What you will do
With the pictures omitted, write out all of the listing exactly.

Record set

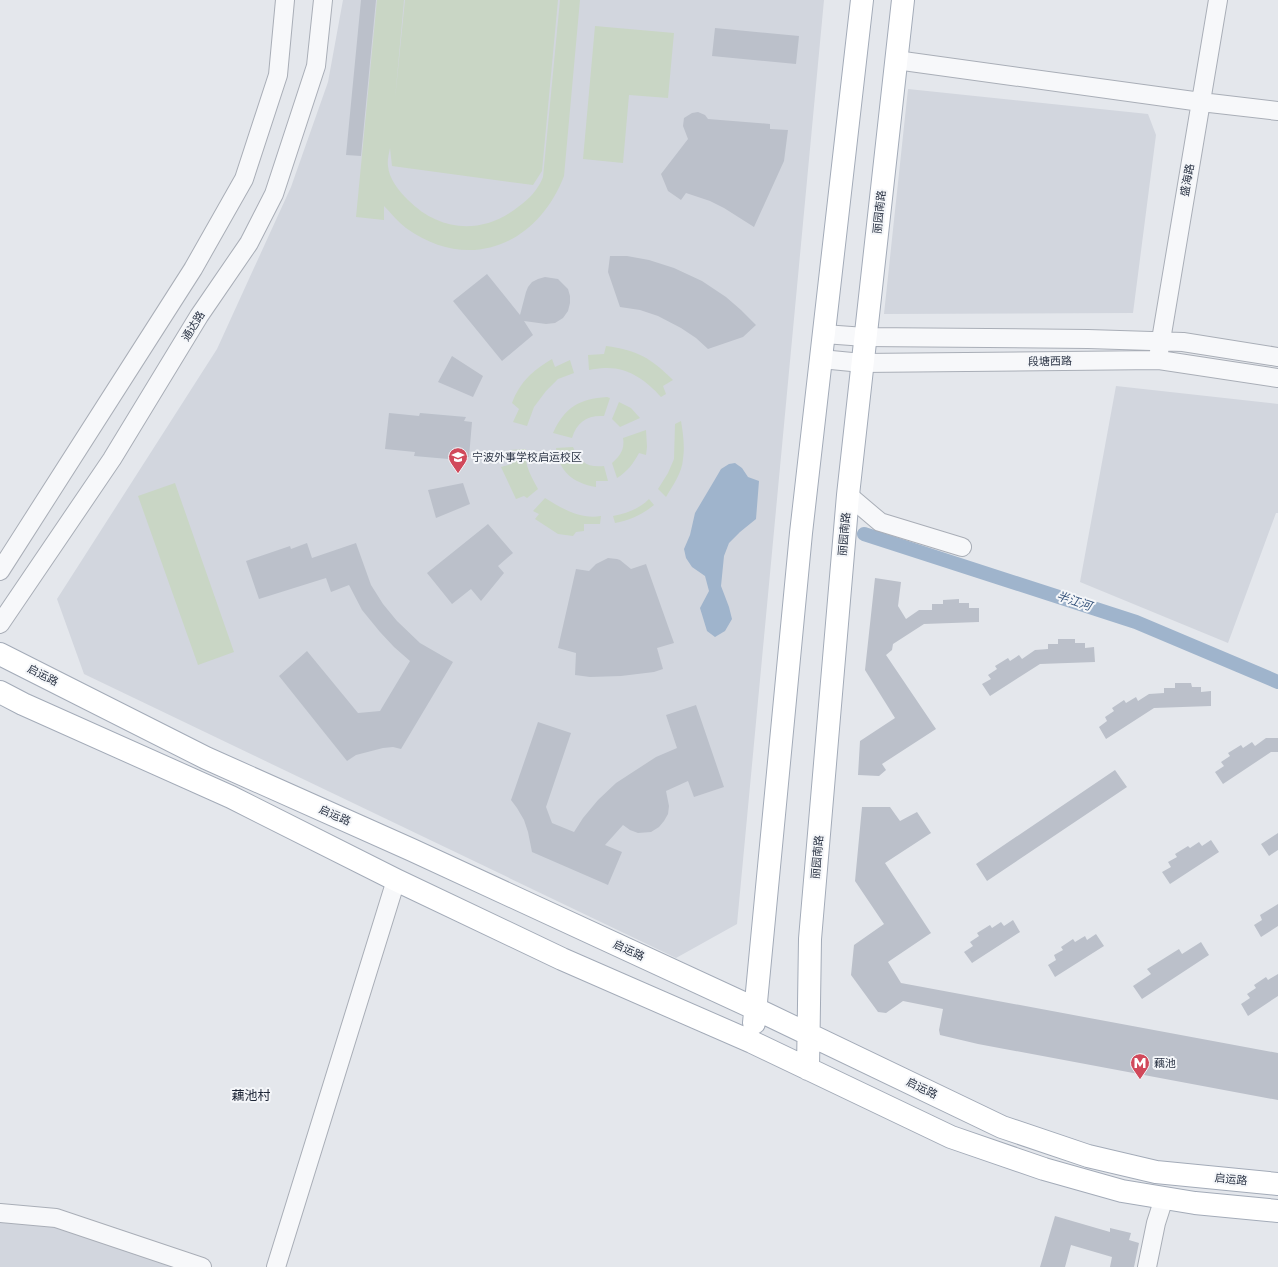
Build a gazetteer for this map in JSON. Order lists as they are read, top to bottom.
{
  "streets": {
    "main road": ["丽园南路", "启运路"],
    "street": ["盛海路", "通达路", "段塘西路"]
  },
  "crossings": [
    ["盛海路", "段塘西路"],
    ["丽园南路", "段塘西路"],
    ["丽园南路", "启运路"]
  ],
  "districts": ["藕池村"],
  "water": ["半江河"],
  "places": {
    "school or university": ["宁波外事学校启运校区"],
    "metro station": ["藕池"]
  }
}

Result
Build a gazetteer for this map in JSON. Order lists as they are read, top to bottom.
{
  "streets": {
    "main road": ["丽园南路", "启运路"],
    "street": ["盛海路", "通达路", "段塘西路"]
  },
  "crossings": [
    ["盛海路", "段塘西路"],
    ["丽园南路", "段塘西路"],
    ["丽园南路", "启运路"]
  ],
  "districts": ["藕池村"],
  "water": ["半江河"],
  "places": {
    "school or university": ["宁波外事学校启运校区"],
    "metro station": ["藕池"]
  }
}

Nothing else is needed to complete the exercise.